§ Work order
Read through the lines below for the string "grid" and copy each one that has it.

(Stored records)
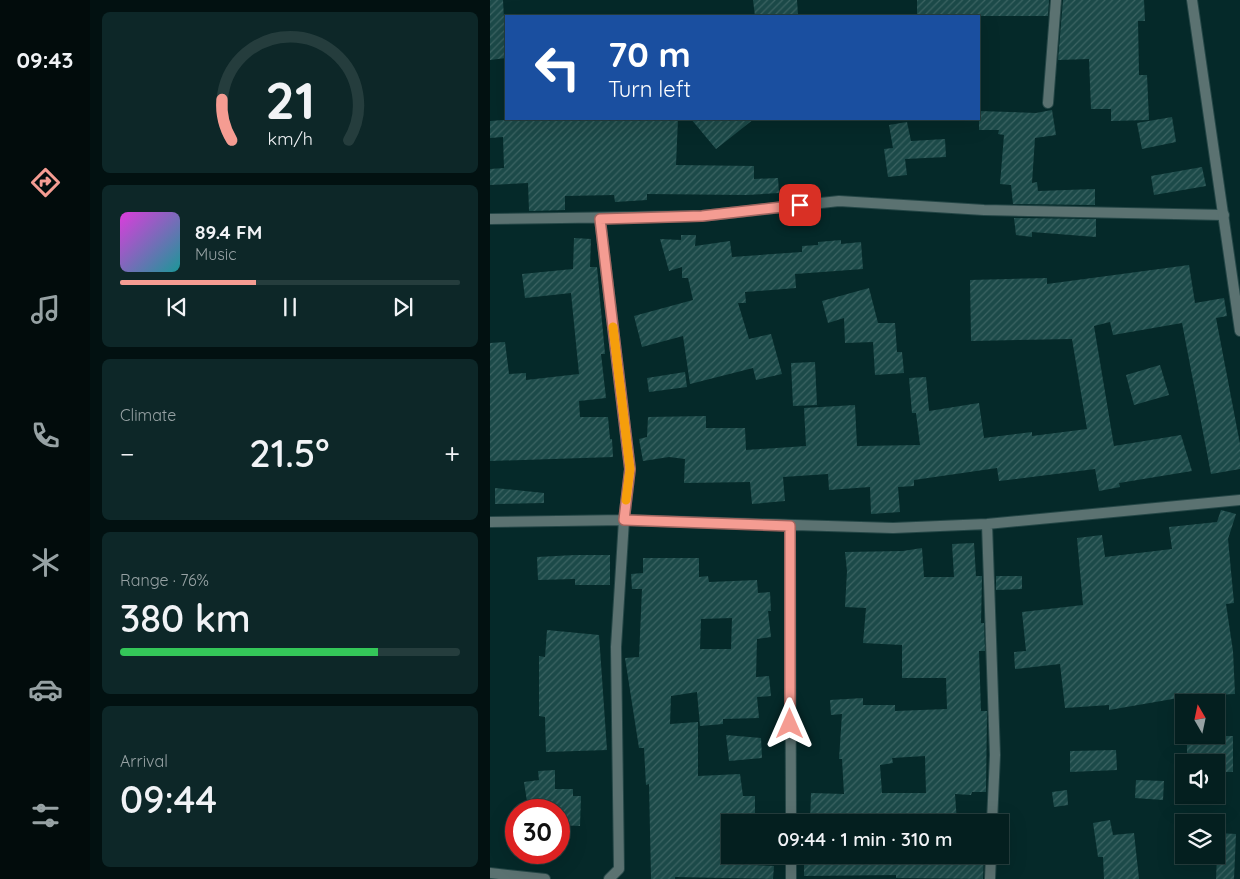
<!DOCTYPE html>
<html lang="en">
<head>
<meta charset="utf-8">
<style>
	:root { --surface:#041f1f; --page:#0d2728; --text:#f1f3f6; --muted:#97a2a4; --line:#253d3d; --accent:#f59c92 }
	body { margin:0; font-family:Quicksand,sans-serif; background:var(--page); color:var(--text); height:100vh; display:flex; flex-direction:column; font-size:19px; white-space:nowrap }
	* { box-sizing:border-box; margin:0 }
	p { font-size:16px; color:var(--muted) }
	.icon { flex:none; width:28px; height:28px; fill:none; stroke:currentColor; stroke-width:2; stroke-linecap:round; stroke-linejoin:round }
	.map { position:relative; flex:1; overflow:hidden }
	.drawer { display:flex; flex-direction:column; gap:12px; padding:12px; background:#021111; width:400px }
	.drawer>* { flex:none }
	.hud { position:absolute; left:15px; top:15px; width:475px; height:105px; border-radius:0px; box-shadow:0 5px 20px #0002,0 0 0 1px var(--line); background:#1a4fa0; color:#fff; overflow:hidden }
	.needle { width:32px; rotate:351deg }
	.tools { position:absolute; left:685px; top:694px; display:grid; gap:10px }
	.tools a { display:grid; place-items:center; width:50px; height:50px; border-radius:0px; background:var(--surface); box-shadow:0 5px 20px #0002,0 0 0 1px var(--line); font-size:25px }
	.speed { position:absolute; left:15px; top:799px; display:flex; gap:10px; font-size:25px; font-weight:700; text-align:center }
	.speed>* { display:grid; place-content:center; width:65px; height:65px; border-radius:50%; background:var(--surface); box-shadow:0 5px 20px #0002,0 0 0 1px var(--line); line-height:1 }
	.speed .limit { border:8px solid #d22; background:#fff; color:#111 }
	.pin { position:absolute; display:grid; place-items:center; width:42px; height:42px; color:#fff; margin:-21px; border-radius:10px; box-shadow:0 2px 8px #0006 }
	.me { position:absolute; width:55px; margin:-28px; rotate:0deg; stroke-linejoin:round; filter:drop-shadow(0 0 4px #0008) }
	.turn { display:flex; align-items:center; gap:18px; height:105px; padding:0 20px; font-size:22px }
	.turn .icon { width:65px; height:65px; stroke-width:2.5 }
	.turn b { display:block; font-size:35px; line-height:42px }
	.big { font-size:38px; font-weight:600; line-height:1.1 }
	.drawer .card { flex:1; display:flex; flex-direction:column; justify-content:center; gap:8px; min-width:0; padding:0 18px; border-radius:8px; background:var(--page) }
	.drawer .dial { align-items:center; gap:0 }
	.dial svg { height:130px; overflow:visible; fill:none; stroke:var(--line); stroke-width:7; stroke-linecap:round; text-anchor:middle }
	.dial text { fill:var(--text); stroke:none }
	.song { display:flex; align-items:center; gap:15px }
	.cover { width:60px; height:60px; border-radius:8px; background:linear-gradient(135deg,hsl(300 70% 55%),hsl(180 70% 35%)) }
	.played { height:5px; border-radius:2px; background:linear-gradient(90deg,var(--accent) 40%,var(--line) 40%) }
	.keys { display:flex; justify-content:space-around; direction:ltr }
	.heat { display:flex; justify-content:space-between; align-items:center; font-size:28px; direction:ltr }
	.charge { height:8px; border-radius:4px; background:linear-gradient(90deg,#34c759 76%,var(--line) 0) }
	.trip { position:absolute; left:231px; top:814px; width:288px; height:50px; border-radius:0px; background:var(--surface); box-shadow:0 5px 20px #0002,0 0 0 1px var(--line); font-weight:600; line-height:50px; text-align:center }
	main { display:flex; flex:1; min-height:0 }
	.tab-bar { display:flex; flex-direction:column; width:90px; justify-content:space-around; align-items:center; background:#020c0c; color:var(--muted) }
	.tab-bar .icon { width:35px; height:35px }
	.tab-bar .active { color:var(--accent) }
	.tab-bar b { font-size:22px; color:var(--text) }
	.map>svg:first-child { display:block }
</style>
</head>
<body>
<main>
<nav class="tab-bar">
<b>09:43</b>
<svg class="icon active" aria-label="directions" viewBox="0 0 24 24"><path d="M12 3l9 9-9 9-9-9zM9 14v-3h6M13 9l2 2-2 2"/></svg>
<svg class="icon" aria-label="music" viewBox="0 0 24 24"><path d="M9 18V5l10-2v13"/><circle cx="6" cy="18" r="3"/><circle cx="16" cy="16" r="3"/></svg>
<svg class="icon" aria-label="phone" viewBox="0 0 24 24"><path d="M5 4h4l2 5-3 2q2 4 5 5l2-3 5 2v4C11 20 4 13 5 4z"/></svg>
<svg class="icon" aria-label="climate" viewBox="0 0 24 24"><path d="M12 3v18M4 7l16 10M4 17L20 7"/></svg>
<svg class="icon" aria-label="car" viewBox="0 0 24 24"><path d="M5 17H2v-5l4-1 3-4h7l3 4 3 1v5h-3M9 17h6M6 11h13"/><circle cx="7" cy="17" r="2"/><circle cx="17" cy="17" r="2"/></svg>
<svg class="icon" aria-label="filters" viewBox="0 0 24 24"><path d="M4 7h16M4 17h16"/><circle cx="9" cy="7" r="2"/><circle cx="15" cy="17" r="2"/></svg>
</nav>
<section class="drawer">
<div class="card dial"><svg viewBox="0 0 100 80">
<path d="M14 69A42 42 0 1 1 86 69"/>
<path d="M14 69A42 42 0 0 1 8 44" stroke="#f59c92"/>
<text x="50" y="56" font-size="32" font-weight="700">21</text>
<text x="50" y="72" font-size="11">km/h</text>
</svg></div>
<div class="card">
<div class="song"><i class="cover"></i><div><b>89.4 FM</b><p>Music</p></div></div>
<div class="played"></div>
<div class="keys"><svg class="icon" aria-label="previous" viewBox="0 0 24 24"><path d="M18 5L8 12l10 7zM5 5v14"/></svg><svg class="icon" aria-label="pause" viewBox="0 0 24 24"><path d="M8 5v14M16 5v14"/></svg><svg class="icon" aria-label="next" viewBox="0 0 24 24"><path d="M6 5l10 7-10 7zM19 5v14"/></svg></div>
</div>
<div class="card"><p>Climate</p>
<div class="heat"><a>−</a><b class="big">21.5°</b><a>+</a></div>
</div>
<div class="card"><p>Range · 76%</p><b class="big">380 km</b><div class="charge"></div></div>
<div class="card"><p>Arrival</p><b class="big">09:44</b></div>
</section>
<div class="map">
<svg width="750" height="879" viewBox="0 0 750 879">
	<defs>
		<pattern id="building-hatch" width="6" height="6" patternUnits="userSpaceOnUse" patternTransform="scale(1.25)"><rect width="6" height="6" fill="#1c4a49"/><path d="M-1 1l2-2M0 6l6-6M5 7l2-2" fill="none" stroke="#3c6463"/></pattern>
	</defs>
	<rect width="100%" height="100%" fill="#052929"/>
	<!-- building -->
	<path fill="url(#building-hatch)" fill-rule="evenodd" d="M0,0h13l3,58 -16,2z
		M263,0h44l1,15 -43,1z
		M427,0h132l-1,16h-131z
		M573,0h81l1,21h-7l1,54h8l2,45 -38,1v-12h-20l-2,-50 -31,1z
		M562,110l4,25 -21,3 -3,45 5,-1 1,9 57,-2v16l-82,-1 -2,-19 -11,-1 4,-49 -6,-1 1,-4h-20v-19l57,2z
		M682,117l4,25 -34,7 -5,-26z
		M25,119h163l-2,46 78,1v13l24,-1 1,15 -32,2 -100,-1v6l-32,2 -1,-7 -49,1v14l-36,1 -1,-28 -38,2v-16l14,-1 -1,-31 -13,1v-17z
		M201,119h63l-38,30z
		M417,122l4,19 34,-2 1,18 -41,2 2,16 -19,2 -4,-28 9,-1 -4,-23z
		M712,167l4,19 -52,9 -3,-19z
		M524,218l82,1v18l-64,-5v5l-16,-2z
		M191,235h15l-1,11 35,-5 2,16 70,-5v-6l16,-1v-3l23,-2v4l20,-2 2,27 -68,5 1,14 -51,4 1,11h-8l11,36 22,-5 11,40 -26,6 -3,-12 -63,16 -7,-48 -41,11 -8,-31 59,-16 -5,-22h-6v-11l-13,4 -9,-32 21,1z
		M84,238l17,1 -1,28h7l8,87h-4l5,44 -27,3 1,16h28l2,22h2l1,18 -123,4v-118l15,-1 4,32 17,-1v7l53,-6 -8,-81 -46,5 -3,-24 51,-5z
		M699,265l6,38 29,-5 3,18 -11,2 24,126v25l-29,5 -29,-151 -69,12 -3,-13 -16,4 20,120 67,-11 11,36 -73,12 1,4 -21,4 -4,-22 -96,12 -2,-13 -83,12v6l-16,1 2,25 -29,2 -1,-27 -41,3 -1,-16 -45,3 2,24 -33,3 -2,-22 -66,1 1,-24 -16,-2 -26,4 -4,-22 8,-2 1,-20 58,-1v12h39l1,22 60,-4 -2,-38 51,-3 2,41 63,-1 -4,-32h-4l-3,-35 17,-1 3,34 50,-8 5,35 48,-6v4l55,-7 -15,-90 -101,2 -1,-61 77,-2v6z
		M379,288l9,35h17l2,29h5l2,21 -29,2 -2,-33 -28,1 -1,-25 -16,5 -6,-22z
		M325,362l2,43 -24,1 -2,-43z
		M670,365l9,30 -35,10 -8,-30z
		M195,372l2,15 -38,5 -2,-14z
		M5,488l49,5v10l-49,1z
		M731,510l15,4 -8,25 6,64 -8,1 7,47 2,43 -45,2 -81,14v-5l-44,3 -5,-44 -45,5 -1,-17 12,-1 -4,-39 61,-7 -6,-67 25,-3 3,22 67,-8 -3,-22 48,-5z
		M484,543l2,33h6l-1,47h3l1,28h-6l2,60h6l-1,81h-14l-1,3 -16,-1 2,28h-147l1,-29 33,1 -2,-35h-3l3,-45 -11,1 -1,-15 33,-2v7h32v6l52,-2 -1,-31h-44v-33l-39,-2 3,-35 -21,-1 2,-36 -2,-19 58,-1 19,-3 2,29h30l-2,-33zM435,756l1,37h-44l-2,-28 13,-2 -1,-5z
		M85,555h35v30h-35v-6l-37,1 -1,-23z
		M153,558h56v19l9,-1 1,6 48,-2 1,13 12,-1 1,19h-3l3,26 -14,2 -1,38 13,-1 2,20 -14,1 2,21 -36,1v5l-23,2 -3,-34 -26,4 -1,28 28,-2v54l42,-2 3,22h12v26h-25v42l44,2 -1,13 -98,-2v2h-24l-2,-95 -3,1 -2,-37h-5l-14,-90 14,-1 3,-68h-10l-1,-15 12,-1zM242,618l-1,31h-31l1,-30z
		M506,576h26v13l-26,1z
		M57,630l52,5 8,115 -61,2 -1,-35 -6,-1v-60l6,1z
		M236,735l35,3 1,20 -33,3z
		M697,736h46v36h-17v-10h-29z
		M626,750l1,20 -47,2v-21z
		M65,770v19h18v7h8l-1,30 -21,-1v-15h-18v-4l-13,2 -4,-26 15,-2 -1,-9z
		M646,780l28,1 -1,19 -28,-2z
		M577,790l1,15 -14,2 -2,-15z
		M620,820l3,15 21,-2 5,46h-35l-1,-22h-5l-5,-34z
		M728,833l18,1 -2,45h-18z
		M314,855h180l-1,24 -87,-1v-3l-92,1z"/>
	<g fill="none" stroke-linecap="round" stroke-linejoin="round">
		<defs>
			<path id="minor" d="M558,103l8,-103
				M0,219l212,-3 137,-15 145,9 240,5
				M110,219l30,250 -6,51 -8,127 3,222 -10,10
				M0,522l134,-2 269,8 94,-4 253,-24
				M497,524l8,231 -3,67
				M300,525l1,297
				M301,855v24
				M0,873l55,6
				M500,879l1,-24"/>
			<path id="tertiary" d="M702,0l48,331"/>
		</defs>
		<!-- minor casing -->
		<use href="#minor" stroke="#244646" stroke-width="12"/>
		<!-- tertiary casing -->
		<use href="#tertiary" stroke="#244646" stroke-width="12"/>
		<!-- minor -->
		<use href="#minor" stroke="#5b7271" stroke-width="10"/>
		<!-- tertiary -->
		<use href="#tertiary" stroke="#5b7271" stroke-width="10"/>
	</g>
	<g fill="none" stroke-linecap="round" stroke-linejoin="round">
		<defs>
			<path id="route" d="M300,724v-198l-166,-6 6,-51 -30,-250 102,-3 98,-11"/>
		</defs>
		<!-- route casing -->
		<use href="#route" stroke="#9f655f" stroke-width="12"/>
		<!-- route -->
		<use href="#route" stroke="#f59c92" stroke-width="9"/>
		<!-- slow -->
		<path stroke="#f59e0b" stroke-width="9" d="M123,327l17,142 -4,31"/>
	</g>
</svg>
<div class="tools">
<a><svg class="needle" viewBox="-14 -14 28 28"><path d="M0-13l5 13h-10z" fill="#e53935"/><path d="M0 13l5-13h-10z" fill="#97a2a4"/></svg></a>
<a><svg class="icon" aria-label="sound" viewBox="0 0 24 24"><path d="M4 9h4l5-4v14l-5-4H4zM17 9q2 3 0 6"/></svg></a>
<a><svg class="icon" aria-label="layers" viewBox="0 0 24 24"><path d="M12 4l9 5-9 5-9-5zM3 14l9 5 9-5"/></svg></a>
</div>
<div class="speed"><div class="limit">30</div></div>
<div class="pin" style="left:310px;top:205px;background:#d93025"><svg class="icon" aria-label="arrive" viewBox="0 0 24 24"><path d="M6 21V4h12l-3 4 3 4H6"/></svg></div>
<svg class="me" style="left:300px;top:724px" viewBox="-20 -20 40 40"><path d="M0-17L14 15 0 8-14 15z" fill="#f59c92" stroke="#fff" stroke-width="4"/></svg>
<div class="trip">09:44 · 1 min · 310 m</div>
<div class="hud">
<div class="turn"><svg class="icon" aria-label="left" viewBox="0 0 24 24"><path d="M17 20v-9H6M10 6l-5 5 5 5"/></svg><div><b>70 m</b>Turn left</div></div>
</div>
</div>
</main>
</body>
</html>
--
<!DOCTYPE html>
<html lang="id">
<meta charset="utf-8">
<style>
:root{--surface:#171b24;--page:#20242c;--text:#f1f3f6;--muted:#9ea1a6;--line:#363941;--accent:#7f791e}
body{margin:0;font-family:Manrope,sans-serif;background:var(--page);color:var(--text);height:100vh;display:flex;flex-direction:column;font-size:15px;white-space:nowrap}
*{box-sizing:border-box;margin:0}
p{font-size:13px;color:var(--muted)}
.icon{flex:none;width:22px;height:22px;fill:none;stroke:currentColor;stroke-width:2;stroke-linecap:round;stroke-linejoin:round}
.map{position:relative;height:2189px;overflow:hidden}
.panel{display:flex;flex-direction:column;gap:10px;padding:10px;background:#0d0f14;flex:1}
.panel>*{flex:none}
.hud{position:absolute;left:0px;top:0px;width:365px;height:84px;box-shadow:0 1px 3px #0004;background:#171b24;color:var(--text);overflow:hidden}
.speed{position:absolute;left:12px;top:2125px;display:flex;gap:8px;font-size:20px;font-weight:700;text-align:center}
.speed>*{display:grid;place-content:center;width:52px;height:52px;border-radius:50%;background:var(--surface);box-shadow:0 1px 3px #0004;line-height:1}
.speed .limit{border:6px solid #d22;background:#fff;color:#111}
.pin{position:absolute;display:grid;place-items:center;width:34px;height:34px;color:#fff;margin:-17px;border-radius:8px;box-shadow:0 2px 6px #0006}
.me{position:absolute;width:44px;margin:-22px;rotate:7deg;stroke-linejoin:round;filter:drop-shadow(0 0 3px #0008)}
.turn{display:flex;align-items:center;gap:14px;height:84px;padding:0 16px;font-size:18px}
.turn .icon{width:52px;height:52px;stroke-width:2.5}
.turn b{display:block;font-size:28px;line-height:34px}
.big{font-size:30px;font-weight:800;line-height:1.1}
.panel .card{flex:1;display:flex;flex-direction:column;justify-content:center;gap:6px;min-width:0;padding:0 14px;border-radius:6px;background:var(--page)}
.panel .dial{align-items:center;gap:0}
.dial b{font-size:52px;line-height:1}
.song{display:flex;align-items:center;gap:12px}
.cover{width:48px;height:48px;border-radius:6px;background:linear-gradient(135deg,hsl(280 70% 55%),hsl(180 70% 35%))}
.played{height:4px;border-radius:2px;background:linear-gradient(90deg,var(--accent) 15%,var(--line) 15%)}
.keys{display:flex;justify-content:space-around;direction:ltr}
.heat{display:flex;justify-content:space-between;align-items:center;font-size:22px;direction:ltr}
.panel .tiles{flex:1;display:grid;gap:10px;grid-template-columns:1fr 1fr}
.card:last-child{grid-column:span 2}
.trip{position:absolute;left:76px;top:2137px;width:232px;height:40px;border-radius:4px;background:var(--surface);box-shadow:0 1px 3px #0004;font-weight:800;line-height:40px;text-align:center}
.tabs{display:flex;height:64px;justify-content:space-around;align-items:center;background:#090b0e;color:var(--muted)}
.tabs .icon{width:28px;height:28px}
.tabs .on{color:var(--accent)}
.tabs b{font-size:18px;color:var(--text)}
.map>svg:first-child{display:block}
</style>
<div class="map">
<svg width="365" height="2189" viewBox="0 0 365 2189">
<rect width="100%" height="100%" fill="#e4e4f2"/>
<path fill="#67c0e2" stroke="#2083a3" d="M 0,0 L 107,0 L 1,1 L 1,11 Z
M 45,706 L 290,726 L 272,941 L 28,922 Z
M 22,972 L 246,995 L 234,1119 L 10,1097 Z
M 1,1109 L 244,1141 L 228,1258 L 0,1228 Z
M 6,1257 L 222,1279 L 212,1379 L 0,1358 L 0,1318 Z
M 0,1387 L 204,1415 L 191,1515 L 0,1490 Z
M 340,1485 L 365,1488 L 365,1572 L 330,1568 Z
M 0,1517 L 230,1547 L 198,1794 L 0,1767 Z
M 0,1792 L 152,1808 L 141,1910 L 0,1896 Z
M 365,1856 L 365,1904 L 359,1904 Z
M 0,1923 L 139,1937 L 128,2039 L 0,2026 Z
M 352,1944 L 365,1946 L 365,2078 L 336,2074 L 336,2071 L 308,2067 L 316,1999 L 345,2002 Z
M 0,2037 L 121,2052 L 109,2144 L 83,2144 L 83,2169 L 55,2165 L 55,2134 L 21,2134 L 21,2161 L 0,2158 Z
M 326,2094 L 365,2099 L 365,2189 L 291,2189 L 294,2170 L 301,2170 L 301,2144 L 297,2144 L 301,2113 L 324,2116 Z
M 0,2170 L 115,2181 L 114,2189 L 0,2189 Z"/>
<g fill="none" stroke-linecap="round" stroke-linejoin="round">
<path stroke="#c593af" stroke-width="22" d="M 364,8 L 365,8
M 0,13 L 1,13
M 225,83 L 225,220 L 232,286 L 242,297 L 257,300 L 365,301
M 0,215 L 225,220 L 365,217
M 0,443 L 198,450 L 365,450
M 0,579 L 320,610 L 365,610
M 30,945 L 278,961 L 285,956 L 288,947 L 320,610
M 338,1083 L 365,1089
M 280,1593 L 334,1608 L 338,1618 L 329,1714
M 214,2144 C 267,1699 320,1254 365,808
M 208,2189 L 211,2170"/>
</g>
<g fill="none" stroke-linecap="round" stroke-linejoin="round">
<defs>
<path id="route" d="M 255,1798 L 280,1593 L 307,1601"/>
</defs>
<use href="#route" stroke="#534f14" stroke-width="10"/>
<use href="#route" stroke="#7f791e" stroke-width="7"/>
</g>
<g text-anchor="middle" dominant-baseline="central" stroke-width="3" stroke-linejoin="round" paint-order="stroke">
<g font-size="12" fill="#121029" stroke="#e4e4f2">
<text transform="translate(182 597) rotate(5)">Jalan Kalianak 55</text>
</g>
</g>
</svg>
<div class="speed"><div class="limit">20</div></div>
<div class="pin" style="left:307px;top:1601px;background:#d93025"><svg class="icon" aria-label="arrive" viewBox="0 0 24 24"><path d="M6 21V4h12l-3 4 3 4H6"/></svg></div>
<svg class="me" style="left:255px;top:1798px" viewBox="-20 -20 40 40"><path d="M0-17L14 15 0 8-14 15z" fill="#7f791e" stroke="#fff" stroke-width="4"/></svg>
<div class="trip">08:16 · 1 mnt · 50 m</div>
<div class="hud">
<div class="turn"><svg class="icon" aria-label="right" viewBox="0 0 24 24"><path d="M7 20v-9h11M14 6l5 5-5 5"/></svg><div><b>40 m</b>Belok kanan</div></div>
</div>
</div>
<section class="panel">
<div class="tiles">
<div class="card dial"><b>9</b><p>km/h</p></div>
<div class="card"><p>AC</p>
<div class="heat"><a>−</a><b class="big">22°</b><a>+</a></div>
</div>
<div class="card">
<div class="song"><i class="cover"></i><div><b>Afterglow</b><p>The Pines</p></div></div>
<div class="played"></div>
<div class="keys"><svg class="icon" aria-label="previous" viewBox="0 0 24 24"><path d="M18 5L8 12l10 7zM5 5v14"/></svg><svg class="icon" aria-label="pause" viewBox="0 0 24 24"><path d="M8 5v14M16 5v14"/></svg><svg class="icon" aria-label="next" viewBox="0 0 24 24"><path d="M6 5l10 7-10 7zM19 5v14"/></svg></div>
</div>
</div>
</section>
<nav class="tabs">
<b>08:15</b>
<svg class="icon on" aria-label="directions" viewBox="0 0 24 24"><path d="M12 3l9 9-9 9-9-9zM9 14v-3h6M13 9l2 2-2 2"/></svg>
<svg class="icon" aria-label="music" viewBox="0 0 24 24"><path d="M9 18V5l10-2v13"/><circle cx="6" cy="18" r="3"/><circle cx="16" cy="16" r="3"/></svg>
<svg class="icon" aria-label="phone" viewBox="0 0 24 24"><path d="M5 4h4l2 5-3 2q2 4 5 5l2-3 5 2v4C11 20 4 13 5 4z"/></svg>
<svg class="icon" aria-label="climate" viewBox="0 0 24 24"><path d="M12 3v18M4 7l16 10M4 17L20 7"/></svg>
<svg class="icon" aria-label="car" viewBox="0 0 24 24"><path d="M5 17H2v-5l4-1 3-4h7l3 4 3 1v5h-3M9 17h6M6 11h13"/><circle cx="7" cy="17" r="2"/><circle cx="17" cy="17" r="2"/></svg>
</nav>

§ Result
	.tools { position:absolute; left:685px; top:694px; display:grid; gap:10px }
	.tools a { display:grid; place-items:center; width:50px; height:50px; border-radius:0px; background:var(--surface); box-shadow:0 5px 20px #0002,0 0 0 1px var(--line); font-size:25px }
	.speed>* { display:grid; place-content:center; width:65px; height:65px; border-radius:50%; background:var(--surface); box-shadow:0 5px 20px #0002,0 0 0 1px var(--line); line-height:1 }
	.pin { position:absolute; display:grid; place-items:center; width:42px; height:42px; color:#fff; margin:-21px; border-radius:10px; box-shadow:0 2px 8px #0006 }
.speed>*{display:grid;place-content:center;width:52px;height:52px;border-radius:50%;background:var(--surface);box-shadow:0 1px 3px #0004;line-height:1}
.pin{position:absolute;display:grid;place-items:center;width:34px;height:34px;color:#fff;margin:-17px;border-radius:8px;box-shadow:0 2px 6px #0006}
.panel .tiles{flex:1;display:grid;gap:10px;grid-template-columns:1fr 1fr}
.card:last-child{grid-column:span 2}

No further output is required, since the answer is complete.